Supporting the Arts in Western Massachusetts and Beyond

August 14, 2023

REVIEW: Chester Theatre Company, “Circle Mirror Transformation”

Town Hall Theatre, Chester, MA
through August 20, 2023
by C. L. Blacke

Photo by Andrew Greto
Closing out its 34th season, Chester Theatre Company once again pays homage to the
dramatic arts with its production of Annie Baker’s “Circle Mirror Transformation.”

As one of the playwright’s four plays set in the fictional town of Shirley, VT, “Circle Mirror” world-premiered Off-Broadway in 2009 and won the Obie Award for Best New American Play in 2010.

It studies, in microcosm, a six-week community acting class portrayed through a series of vignettes. Perfectly awkward silences, stilted sentences, and lost trains of thought dominate this play as four very different and very dysfunctional individuals, led by an equally damaged instructor, participate in games, trust activities, and dramatic exercises meant to develop acting skills. What they can’t know is that they will learn more about themselves through this class and each other than they would even after years of psychotherapy.

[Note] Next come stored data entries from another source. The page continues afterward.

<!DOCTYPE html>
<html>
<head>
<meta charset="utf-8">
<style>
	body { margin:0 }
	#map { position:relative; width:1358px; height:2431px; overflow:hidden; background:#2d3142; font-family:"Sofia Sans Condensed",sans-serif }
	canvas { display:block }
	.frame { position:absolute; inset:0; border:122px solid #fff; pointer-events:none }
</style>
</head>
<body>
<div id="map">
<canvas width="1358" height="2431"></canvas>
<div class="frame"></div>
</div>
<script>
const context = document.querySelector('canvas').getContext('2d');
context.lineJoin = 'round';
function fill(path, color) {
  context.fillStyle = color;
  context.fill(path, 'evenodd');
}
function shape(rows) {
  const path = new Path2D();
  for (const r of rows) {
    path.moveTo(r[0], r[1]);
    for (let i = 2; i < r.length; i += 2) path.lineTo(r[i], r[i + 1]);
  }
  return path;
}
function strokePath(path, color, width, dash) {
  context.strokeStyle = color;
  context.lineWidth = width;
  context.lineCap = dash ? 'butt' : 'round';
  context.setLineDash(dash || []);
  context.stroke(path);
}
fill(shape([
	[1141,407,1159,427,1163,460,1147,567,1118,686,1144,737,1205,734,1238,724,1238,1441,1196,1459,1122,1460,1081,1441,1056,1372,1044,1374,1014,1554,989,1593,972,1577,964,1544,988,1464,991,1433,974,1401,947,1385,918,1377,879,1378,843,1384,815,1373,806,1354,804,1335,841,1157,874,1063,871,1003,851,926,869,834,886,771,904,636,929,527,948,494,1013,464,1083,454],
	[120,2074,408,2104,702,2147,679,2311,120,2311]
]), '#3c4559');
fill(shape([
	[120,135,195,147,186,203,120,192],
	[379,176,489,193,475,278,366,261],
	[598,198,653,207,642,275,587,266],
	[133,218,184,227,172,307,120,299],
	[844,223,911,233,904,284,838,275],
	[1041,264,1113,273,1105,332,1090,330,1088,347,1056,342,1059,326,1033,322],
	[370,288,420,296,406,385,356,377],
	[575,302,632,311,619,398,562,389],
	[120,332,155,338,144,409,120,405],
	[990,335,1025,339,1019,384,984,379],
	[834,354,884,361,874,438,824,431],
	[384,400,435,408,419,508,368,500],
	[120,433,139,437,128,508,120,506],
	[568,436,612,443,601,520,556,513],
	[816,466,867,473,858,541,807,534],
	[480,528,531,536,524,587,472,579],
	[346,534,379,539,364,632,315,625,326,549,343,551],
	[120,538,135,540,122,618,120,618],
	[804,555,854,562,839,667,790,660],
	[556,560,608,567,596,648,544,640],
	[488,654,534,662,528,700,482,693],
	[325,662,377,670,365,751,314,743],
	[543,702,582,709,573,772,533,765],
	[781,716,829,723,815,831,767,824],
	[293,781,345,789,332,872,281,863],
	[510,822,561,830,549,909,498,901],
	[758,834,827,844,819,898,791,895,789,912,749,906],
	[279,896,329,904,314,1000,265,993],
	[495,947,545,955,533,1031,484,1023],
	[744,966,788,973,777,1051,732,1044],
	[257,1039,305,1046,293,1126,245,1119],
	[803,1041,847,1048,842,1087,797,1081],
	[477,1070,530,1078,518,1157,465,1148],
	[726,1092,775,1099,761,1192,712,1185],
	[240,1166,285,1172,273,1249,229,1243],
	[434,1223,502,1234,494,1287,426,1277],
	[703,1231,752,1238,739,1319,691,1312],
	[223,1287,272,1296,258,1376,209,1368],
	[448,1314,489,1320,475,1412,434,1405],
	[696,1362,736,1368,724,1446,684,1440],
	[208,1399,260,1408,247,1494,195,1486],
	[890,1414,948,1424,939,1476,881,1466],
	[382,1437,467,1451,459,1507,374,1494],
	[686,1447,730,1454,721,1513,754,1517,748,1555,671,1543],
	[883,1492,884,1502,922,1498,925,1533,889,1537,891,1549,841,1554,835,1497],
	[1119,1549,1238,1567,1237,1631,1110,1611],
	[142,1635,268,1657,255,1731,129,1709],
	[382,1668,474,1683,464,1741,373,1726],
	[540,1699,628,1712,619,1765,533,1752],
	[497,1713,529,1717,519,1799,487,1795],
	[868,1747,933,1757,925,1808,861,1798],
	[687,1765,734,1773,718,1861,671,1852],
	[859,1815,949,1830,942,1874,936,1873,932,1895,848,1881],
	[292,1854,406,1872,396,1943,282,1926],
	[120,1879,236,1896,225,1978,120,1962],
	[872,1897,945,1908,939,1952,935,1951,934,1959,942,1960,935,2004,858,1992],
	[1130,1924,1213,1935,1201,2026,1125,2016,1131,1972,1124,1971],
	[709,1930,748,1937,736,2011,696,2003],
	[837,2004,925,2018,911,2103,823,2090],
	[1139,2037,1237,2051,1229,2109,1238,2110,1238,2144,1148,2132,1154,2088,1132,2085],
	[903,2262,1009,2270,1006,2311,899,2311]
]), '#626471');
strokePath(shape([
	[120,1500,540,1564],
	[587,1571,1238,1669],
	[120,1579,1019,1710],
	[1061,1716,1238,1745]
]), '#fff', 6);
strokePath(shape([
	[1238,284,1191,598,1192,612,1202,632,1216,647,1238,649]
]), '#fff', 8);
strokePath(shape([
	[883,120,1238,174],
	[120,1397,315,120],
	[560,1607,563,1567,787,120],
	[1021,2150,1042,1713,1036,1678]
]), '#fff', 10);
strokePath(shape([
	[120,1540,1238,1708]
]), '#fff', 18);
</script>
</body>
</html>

The entirety of the play takes place in the dance studio of a community center. Smartly designed by Juliana von Haubrich, the windowless room leaves little place for insecurities to hide. With an exit door on one wall and a full-length mirror opposite, each participant must make a choice—escape before their darkest secrets are exposed or face the mirror and begin their transformation.

The ensemble cast of five includes Marty (played by Corinna May), the self-proclaimed spiritual healer/acting teacher, her hippie husband James (Alex Draper), a lonely, divorced carpenter named Schultz (Joel Ripka), a flirty, former actress named Theresa (Tara Franklin), and a high school student-cum aspiring actress-cum hopeful veterinarian Lauren (Hero Marguerite). Each character is vital to the story (and to each other’s), and no actor is upstaged.

Working in perfect synchronicity, the cast must endure uncomfortable interactions (think: waiting to be noticed by someone absorbed in their cell phone) while expressing a range of emotions. They must also feed off of each other’s energy (when impersonating a baseball glove and stuffed snake) and rely solely on subtext (while having a conversation using only the words “goulash” and “ak-mak”).

That each moment is engaging and feels true to life is a testament to the excellent direction of Daniel Kramer. No stranger to Baker’s plays (he directed the 2018 CTC production of “The Aliens”), Kramer’s experience is evident. This production is fun and funny (provoking laughter in all the right places), subtle and well-paced (coming it at a mere 95-minutes), and a gentle reminder that despite their emotional baggage, everyone deserves attention and love.